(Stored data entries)

== Segment start ==

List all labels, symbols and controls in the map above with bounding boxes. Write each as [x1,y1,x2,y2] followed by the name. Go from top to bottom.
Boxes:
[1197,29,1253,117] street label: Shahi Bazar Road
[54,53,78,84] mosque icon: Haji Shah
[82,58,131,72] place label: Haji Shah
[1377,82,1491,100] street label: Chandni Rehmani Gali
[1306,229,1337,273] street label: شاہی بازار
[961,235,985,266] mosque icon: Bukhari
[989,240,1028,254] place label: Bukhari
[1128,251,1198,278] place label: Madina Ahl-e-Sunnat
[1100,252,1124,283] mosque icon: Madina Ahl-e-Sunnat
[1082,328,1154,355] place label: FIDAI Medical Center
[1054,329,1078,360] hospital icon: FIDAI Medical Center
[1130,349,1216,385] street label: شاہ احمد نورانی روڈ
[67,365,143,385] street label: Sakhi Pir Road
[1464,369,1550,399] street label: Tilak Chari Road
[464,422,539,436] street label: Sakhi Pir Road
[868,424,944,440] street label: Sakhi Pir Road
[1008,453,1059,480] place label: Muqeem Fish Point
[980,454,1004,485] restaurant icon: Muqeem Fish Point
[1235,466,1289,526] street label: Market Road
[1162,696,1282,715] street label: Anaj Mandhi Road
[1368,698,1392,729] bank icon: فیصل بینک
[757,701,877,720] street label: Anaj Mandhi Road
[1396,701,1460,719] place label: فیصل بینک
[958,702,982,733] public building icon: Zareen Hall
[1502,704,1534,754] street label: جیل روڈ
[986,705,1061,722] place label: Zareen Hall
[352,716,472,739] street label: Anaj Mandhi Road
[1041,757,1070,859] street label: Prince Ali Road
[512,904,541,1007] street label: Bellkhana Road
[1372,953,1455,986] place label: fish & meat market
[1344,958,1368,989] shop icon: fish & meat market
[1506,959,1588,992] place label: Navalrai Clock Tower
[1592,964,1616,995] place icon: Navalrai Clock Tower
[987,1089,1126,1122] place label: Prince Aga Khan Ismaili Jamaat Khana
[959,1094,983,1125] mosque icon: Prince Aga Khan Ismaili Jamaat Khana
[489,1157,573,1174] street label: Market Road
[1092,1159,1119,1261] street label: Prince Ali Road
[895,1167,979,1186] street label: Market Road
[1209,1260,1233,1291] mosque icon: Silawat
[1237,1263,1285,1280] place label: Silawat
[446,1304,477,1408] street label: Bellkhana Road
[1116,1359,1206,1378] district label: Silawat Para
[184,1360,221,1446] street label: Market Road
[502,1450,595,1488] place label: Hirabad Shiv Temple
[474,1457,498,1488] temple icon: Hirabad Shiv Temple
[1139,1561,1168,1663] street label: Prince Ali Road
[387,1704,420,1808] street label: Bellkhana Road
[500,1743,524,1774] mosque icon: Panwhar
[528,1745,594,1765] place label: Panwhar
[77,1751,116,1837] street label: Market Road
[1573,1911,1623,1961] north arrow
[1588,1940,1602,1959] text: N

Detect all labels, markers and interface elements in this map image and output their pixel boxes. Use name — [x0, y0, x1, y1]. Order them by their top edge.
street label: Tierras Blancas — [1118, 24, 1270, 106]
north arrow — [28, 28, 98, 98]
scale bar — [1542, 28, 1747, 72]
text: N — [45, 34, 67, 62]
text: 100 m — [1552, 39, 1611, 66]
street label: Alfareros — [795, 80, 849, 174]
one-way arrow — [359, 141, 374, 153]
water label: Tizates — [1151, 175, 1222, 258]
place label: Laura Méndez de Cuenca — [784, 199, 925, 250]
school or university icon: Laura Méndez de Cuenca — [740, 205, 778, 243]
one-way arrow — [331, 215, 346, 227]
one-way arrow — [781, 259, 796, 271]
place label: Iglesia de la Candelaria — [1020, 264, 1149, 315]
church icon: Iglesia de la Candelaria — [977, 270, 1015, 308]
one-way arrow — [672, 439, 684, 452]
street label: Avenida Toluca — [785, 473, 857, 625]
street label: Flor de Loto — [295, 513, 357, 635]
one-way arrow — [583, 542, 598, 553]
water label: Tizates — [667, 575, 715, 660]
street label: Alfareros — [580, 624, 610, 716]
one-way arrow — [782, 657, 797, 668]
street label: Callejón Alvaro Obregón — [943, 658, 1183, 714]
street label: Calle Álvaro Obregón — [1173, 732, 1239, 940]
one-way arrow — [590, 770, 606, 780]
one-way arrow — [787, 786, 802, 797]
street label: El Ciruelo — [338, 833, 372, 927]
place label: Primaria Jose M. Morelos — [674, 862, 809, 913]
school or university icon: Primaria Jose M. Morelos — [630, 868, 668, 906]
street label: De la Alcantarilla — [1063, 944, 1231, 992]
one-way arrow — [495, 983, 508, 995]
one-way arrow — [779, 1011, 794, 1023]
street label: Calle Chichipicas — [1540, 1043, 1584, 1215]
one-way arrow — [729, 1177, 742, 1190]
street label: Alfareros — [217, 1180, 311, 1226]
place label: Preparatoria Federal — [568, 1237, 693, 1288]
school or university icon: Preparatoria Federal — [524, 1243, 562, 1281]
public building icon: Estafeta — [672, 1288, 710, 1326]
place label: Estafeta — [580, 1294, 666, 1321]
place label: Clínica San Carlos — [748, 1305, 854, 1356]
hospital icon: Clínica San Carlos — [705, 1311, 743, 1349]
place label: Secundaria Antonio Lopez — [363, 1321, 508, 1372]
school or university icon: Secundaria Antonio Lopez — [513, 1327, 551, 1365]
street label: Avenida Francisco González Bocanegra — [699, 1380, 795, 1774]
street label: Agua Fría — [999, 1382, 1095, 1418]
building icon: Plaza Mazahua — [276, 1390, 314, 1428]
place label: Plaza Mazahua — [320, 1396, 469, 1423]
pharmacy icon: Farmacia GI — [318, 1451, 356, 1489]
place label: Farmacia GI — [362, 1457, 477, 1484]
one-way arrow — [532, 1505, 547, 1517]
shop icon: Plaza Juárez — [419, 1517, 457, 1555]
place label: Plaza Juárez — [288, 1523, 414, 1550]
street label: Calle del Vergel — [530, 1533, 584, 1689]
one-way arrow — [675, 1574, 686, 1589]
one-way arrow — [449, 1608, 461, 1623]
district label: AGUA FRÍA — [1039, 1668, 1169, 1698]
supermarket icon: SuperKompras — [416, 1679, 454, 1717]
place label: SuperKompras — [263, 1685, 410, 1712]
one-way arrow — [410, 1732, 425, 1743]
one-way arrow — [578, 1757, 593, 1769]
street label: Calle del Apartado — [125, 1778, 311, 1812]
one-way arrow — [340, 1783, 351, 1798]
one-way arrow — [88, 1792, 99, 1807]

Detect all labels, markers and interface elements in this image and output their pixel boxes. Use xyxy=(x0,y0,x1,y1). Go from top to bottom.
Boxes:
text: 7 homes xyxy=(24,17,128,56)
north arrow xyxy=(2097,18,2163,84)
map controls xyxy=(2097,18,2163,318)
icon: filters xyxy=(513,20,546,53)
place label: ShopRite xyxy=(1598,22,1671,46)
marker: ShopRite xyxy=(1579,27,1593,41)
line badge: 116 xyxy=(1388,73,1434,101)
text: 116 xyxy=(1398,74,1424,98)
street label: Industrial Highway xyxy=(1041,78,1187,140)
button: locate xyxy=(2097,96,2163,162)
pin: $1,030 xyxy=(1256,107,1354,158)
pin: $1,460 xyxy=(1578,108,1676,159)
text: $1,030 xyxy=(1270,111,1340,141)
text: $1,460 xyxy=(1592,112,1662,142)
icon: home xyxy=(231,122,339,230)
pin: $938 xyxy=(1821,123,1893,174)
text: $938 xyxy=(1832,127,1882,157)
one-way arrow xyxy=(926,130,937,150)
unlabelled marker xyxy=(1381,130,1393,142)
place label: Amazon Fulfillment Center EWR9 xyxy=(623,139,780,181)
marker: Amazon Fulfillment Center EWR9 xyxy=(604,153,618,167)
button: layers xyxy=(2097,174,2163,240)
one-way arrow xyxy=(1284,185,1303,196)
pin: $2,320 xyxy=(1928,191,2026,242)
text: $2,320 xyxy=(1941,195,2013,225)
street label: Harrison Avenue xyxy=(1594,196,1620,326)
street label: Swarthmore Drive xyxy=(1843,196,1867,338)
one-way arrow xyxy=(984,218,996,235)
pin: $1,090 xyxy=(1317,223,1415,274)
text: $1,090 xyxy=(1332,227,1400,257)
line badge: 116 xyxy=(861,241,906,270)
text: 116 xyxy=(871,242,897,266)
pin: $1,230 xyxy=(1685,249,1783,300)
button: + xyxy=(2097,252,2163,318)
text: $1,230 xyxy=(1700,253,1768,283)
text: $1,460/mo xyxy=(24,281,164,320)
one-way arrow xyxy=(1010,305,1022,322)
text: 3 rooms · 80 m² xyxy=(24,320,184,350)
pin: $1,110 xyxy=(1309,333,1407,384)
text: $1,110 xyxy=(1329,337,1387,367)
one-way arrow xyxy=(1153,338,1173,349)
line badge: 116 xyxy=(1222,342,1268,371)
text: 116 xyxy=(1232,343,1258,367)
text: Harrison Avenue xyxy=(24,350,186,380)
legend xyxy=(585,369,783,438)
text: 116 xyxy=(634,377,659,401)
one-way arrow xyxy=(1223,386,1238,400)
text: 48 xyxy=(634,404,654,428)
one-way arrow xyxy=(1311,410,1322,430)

== Segment end ==

### Task to carry out
Your answer must be a single number: the count of lines in the records that hold the word "Center".

### Result of the exercise
4